If you tried upgrading to the 0.7.8 installer using macOS and had trouble, please give 0.7.9 a try. You can get it from the downloads page. If you installed on Linux or Windows, you don't need to worry about this release.

Note that you might also find a /Users/chipx86 directory on your filesystem from the bad installer. This is an artifact of the broken build. You can safely remove it.

See the release notes for more details.

RBTools 0.7.8 is now out!

We have a new RBTools release for you today, with some major improvements to the macOS/Windows installers and a few bug fixes and feature improvements.

Let's break it down.

A non-broken macOS installer

We fixed a problem that many of you have reported to us, where one of the dependencies (tqdm) could show up missing, breaking RBTools. We've fixed this and made sure it can't happen again.

We've also improved the installer for modern versions of macOS. For compatibility reasons, we install RBTools for both Python 2.6 and 2.7, and the way we installed it used to favor Python 2.6 for the actual rbt binary. Now, the preferred Python version for your system is now used, helping with various compatibility problems that have been reported.

A more modern Python on Windows

We've updated Python on our Windows RBTools installer. We now ship Python 2.7.13, which has a number of improvements over the older 2.7.6 release. If you've had issues with SSL certificate verification before, this should help address those problems.

A few other improvements

Such as:

  • rbt setup-repo now sets the REPOSITORY_TYPE setting for your repository in .reviewboardrc, speeding up posting changes for review.
  • rbt patch --print can now be run outside of a source tree.
  • Some various crashes involving Unicode characters on the command line and in Team Foundation Server diffs.

For the complete list, see the release notes.

To upgrade RBTools, visit the downloads page.

RBTools 0.7.7 is released!

We've just put out an all-new release of RBTools. Version 0.7.7 features compatibility fixes for various types of repositories, better support for TFS, and some new features to help with common usage and automation.

You can see the release notes for the full list of changes. We'll go over the highlights here.

Compatibility/bug fixes

In this release, we've aimed to fix a handful of compatibility problems that have been reported to us. Thanks to all the contributors who sent patches!

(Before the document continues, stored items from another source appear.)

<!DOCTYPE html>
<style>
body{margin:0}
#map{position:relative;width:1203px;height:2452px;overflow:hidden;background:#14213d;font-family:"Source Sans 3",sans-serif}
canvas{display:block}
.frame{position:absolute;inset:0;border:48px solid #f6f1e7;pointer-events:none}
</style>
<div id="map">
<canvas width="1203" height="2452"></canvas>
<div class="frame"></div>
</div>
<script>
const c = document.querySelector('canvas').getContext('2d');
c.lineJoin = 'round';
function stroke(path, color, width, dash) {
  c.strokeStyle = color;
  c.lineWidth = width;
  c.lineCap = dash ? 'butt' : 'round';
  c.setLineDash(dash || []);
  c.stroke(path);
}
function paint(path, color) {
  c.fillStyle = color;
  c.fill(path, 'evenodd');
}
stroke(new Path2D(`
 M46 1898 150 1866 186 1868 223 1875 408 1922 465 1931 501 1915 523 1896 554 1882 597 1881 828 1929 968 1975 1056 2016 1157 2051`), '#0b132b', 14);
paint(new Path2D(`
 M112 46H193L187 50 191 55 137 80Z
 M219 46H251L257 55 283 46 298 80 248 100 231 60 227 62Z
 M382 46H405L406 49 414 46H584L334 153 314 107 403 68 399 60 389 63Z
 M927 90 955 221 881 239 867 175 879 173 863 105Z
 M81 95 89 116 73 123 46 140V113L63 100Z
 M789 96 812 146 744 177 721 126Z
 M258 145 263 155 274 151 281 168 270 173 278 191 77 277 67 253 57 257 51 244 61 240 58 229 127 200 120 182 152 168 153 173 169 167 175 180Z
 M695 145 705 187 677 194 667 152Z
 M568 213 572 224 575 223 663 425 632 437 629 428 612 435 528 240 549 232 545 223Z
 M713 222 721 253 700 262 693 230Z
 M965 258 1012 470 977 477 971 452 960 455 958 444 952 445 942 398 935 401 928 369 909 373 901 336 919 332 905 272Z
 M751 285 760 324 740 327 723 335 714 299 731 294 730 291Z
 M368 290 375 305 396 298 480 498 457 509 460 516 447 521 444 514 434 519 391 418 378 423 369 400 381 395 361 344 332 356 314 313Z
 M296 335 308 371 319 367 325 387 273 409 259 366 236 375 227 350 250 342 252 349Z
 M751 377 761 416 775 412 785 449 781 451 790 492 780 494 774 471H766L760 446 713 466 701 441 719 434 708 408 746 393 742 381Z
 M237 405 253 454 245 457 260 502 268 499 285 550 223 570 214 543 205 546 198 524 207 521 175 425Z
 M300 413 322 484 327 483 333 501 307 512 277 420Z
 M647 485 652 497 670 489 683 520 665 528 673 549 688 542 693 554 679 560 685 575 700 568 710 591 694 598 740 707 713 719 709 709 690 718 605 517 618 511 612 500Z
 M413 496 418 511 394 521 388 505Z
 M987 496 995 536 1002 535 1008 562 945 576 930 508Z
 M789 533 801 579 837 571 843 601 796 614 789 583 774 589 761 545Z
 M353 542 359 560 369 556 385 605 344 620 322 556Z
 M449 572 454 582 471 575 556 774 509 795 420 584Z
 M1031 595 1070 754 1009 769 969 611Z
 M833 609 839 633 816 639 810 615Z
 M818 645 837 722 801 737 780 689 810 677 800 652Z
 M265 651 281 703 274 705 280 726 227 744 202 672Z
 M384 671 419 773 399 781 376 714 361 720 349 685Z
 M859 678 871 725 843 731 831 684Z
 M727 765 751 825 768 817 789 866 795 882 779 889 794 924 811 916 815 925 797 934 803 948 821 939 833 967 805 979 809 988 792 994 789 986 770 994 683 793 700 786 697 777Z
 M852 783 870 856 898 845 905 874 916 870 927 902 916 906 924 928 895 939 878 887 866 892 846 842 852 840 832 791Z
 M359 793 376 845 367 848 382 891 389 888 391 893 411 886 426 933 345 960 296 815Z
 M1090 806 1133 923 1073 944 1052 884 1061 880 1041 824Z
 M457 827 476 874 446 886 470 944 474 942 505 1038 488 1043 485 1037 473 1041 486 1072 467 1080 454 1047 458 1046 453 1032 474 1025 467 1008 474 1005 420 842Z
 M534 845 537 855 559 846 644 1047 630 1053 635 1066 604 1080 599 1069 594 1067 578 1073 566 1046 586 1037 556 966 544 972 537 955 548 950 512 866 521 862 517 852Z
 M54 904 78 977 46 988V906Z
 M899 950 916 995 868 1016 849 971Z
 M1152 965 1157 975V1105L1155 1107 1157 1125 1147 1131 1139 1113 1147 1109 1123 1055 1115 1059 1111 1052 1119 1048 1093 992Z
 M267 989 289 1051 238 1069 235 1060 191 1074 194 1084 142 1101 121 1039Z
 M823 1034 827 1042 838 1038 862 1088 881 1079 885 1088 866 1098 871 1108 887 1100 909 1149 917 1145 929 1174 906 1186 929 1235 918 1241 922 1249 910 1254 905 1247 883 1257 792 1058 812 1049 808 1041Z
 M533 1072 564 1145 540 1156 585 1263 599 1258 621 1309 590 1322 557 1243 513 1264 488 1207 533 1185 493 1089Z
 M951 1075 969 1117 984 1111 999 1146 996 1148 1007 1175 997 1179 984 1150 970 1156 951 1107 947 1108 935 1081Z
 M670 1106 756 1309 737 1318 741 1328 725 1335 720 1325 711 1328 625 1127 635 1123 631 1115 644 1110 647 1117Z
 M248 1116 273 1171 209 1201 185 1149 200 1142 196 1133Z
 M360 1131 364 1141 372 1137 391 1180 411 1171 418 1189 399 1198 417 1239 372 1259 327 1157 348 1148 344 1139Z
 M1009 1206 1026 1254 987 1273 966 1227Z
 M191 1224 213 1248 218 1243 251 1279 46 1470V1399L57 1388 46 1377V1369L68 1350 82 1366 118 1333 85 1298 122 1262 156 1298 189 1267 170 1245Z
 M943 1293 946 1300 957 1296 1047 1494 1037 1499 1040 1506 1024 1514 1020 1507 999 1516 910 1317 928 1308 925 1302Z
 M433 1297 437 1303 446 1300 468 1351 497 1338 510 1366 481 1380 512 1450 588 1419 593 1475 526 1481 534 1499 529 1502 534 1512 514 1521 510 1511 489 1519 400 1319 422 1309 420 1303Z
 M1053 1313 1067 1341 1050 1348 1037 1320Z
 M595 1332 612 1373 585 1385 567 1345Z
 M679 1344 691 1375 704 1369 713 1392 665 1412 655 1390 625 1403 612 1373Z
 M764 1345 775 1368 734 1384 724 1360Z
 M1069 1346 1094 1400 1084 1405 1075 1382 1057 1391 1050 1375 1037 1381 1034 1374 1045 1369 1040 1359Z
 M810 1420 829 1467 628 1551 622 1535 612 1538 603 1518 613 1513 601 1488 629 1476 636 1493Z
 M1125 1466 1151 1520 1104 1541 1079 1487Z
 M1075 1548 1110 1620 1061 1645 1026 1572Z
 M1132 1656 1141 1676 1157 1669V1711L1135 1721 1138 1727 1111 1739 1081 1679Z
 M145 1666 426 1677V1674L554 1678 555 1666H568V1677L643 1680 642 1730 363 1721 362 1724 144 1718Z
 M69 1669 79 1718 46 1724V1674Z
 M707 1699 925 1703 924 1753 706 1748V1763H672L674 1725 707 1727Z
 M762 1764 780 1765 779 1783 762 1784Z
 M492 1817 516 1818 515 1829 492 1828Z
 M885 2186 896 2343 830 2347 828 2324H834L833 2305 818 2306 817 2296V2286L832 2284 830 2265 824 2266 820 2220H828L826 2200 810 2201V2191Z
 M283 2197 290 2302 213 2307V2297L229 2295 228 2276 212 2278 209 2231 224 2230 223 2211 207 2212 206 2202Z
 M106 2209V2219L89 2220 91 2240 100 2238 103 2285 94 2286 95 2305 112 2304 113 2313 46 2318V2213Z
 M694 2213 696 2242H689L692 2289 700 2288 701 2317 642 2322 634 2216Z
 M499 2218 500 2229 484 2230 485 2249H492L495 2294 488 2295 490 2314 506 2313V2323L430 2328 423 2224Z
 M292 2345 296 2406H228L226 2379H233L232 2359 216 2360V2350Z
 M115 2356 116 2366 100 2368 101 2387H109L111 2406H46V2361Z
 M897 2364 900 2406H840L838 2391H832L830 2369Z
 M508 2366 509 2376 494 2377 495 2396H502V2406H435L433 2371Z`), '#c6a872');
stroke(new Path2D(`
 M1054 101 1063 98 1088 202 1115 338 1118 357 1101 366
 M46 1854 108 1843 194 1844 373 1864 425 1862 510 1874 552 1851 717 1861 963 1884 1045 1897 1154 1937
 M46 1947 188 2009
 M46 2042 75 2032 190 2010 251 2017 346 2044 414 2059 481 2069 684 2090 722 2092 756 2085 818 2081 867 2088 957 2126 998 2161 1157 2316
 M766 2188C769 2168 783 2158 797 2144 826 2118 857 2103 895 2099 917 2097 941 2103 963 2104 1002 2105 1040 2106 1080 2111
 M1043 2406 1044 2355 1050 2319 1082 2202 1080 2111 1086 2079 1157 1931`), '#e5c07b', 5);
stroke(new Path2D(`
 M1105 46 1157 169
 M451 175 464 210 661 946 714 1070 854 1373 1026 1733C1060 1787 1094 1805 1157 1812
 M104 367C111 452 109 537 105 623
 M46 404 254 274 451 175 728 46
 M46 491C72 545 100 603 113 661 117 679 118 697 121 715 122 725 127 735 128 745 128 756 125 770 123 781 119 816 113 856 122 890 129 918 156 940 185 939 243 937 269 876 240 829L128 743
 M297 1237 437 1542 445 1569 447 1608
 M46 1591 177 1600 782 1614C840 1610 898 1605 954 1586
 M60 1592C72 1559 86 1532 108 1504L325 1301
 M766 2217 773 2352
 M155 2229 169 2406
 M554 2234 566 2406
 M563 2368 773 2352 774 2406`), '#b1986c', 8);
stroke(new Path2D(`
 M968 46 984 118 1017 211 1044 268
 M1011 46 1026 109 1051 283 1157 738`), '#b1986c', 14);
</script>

  • RBTools is once again compatible with Mercurial 2.x. This regressed in 0.7.6.
  • Some error displays are fixed when using the version of Python shipped with macOS 10.11.
  • Perforce gained the ability to post against null client roots, and fixed posting ranges of submitted changelists.
  • Repository lookups utilizing mirror paths or Subversion UUIDs now work once again. These regressed in 0.7.6.
  • rbt post for Git now supports --exclude-patterns when using git-svn or git-p4.
  • rbt land no longer crashes if it can't determine the approval state on a review request.

Improved Team Foundation Server support

The old TFS support was a bit slow, due to the way we had to interact with the Team Foundation Server command line tools. It also presented compatibility problems, as different versions of Visual Studio shipped different, incompatible versions of these tools.

We've now introduced new support that doesn't depend on their tools and is optimized for our use cases. This means better compatibility everywhere, faster posting, and new features.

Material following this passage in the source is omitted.